Saved data entries:

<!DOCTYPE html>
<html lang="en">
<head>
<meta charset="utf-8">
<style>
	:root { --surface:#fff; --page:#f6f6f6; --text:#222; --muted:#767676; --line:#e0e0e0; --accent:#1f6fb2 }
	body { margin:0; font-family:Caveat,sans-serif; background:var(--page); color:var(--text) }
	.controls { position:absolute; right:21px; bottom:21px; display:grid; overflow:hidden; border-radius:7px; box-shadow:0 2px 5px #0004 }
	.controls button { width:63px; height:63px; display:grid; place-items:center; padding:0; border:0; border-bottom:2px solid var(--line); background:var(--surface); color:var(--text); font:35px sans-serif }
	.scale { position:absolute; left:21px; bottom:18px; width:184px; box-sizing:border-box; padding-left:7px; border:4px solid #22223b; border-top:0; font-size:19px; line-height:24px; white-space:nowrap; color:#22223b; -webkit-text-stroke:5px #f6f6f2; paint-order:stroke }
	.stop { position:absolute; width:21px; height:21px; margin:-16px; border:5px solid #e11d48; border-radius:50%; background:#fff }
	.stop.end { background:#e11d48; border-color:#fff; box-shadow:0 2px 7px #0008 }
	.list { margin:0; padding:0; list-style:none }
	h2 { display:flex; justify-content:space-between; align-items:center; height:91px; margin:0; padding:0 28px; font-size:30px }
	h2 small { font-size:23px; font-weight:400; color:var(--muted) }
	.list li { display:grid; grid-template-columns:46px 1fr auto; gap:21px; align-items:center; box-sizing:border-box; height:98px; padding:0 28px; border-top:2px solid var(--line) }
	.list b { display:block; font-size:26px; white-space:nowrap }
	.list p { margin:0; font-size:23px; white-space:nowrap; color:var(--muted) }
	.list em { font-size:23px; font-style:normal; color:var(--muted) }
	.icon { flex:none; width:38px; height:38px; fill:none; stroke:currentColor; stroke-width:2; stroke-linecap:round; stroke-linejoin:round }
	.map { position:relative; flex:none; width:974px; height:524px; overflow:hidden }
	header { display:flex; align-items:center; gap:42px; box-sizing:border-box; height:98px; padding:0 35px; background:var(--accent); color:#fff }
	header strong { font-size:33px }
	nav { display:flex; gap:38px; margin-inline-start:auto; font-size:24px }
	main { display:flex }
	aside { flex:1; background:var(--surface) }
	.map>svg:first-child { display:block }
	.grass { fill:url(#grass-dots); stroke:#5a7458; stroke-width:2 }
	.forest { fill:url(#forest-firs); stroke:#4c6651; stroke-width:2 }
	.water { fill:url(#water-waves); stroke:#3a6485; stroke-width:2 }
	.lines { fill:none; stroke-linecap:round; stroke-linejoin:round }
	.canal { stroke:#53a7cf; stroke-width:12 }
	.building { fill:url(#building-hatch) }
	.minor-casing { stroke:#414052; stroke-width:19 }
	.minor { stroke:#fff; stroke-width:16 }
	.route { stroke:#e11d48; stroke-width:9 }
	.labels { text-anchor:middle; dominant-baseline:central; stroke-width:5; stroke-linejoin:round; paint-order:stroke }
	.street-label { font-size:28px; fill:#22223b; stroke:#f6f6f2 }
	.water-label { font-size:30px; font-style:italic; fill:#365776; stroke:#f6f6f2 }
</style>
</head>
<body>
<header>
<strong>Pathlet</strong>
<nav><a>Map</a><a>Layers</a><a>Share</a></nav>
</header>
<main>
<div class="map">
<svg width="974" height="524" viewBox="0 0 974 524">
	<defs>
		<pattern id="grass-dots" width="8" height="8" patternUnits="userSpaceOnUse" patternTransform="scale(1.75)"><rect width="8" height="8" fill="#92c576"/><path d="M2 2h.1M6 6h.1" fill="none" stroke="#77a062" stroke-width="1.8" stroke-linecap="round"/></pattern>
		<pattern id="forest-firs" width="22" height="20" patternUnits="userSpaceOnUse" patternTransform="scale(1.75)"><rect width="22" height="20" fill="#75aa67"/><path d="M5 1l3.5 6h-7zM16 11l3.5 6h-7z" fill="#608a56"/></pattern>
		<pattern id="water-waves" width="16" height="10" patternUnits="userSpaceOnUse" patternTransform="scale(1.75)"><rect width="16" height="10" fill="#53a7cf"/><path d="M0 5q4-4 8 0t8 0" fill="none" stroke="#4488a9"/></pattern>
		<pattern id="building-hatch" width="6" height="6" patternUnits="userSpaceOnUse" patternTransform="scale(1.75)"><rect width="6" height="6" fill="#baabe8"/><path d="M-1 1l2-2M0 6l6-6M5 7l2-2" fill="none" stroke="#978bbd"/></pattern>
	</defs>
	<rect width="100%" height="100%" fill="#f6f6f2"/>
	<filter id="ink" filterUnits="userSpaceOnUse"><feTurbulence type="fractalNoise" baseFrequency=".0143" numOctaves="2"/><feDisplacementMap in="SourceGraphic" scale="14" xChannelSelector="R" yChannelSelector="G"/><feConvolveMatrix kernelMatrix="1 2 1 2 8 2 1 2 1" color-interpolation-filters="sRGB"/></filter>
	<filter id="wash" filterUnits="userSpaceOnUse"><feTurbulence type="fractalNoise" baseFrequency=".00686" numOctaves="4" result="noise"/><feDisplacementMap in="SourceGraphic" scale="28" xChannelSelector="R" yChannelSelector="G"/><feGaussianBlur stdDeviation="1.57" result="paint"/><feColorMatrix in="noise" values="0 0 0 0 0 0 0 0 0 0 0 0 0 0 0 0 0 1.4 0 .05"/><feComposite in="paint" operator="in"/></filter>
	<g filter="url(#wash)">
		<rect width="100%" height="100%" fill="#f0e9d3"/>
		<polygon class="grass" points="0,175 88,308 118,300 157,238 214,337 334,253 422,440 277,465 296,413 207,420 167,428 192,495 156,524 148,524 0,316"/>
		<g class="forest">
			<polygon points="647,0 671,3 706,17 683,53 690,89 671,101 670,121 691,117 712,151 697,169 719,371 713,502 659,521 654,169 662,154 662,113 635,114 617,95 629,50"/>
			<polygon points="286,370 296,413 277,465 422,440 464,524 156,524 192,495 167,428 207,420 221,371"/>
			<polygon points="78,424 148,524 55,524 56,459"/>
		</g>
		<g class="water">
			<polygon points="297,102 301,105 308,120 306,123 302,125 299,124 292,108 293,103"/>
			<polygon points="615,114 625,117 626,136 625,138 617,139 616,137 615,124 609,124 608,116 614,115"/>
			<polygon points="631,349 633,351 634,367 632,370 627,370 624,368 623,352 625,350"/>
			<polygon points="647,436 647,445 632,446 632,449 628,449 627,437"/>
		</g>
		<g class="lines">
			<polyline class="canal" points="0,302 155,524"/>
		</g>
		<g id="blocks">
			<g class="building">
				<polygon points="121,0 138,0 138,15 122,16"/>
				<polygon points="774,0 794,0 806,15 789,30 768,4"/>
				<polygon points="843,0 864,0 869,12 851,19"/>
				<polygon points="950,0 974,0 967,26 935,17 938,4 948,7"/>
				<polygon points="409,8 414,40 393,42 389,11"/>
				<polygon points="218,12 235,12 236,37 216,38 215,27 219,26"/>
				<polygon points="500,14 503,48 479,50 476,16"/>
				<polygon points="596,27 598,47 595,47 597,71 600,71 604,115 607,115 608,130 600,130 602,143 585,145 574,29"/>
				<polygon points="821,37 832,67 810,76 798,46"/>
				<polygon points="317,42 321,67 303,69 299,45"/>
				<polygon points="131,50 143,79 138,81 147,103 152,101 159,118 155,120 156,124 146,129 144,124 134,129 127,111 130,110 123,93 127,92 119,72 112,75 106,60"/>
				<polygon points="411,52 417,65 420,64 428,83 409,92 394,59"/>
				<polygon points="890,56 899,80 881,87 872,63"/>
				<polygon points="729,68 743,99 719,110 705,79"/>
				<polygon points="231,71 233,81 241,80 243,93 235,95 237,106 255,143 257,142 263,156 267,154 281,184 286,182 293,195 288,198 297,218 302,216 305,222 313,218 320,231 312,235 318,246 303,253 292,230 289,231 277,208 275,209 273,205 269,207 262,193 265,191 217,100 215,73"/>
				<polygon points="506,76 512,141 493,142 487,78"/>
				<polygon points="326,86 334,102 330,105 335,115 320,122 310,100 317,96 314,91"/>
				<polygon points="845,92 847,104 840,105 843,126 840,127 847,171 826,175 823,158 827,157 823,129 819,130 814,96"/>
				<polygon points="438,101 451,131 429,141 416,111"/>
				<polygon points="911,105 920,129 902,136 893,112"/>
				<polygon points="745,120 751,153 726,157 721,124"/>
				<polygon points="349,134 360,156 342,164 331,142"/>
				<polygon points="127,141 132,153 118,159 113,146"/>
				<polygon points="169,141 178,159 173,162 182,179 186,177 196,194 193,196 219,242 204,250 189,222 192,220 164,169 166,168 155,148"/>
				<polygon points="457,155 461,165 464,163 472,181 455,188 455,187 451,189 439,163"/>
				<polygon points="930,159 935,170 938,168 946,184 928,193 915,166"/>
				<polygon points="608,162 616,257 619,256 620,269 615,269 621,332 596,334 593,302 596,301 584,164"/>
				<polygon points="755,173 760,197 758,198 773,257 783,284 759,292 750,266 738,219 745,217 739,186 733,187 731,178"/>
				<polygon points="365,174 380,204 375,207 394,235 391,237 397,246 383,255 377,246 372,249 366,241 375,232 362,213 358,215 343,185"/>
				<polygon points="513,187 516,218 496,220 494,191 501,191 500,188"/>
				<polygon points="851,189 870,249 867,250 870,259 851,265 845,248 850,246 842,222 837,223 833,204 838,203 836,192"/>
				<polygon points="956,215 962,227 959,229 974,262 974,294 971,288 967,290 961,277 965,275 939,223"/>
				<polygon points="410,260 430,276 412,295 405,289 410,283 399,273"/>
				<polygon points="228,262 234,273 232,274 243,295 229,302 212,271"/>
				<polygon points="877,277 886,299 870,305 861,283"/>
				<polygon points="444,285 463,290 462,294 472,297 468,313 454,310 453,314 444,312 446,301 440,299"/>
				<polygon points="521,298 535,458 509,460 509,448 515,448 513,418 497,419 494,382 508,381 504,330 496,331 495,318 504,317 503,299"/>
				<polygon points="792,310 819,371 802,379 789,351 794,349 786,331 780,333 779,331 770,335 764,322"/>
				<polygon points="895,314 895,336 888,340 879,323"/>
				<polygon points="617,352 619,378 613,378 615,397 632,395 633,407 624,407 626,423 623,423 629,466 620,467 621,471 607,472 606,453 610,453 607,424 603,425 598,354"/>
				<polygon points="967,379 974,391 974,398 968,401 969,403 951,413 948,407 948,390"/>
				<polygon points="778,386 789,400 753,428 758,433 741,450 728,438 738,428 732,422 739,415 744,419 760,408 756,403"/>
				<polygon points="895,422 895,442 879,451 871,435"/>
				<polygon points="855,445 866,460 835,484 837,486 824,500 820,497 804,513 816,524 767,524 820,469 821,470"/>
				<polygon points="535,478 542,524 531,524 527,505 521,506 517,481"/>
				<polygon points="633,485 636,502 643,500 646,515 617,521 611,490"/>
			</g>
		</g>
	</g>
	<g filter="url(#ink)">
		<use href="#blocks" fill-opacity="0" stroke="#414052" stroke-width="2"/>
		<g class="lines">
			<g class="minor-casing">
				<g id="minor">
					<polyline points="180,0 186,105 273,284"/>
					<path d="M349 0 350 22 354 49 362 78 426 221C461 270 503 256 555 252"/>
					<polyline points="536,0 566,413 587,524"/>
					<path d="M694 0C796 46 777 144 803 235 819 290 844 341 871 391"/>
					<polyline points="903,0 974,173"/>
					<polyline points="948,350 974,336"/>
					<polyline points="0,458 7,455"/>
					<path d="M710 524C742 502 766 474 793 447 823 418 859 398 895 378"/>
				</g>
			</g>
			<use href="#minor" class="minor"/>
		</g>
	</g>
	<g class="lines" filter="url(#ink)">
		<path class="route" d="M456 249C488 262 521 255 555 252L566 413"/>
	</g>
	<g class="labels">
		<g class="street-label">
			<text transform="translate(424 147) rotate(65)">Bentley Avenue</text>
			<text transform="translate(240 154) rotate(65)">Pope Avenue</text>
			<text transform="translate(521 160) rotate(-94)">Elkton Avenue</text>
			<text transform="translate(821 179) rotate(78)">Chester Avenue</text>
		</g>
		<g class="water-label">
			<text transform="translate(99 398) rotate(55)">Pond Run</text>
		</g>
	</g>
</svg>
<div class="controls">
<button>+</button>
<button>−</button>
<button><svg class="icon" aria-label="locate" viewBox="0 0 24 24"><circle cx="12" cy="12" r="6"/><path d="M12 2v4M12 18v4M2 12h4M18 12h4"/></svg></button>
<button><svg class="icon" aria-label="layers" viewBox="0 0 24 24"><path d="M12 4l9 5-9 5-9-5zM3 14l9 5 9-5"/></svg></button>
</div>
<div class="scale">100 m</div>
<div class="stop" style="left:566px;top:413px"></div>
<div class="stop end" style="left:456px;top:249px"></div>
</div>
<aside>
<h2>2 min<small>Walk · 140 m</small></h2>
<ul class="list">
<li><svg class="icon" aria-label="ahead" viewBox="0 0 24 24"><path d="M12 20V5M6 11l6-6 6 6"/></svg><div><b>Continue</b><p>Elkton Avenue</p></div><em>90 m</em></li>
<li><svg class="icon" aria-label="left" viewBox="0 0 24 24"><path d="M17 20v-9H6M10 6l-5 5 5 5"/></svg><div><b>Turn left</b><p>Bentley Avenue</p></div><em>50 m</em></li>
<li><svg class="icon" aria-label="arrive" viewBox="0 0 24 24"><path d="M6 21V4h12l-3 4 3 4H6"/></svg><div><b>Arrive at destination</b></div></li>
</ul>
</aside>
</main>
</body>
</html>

INSTRUCTIONS FOR THE TASK
Show the lines where the word "absolute" appears in the entries.

SOLUTION TO THIS PROBLEM
	.controls { position:absolute; right:21px; bottom:21px; display:grid; overflow:hidden; border-radius:7px; box-shadow:0 2px 5px #0004 }
	.scale { position:absolute; left:21px; bottom:18px; width:184px; box-sizing:border-box; padding-left:7px; border:4px solid #22223b; border-top:0; font-size:19px; line-height:24px; white-space:nowrap; color:#22223b; -webkit-text-stroke:5px #f6f6f2; paint-order:stroke }
	.stop { position:absolute; width:21px; height:21px; margin:-16px; border:5px solid #e11d48; border-radius:50%; background:#fff }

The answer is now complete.